Da war ich neulich, und abgesehen davon, dass dieser Wunderapparat von digitalem Passfotoautomat mir nicht nur den Teint einer Leiche verpasst, sondern von meinem wunderbaren heroischen männlichen Prachtkinn gleich zwei fotografiert hatte. Wahrscheinlich muss ich mir jetzt vor jeder Flugreise eine Corona-Wampe anfressen, weil ich sonst mit nur einem Kinn nicht durch die Biometrie-Kontrolle komme. Die Fingerabdrucksensoren konnten auch bei mehreren Versuchen nur den linken Zeigefinger erfassen, am rechten scheiterten sie wiederholt, da musste der Daumen dran glauben. Wobei sie das Fingerabdrucklesegerät an der Kamera auch in Corona-Zeiten niemals reinigen oder gar desinfizieren. Ansonsten aber kam ich gut durch.

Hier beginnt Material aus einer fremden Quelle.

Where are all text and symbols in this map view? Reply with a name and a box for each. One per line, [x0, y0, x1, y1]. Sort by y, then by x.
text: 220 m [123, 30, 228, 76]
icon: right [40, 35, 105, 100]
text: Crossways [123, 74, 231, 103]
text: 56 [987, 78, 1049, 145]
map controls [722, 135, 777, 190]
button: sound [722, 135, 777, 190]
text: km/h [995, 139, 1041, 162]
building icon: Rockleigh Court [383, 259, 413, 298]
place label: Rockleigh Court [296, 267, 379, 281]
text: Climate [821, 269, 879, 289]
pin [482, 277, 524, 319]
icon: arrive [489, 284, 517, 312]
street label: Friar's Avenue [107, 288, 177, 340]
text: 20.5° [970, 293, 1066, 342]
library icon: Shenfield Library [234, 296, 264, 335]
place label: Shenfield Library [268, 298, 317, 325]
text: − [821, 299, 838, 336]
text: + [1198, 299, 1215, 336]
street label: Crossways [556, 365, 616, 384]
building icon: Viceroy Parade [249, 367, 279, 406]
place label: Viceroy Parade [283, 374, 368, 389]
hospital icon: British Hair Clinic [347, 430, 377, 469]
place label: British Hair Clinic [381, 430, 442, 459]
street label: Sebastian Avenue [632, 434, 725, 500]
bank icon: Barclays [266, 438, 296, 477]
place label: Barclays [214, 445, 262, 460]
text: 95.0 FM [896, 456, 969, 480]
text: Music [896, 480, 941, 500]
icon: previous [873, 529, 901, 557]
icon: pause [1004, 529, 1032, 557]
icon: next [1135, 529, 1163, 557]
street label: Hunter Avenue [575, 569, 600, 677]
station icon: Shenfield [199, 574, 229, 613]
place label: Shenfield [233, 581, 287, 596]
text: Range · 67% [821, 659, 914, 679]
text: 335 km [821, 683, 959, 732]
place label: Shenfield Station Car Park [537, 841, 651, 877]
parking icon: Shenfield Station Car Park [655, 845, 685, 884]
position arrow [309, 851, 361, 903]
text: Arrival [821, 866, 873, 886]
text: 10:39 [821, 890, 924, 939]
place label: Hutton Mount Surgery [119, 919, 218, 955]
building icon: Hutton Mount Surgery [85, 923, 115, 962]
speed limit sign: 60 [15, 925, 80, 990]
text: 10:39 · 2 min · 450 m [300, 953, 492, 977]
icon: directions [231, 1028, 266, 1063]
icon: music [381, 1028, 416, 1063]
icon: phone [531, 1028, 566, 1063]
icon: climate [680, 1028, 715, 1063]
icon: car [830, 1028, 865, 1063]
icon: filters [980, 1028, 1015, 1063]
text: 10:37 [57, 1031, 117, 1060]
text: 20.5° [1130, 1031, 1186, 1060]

Die Dame sagte mir noch, ich solle nicht versäumen, sogleich bei der 115 einen Abholtermin zu vereinbaren, was bereits zu einem eigenen Blogartikel geführt hatte, denn aus der 115 brach es (meine seelsorgerischen Fähigkeiten waren gefragt, um die Dame von Gewalttaten gegen Mensch, Tier und Ding und womöglich auch sich selbst abzubringen) hervor, dass das Unsinn sei, man die Dame an besagtem Platz auch nach mehreren Beschwerden nicht habe davon abbringen können, den Leuten diesen Unfug zu erzählen. Sie hätten überhaupt keine Termine für „in drei Wochen”. Sowas wäre ihnen nicht möglich.
Nein, so war die Antwort, ich möge warten, bis ich von der Bundesdruckerei das Schreiben über die erfolgreiche Erstellung meines Personalausweises nebst Mitteilung über das Eintreten sofortiger Abholbarkeit erhalten hätte.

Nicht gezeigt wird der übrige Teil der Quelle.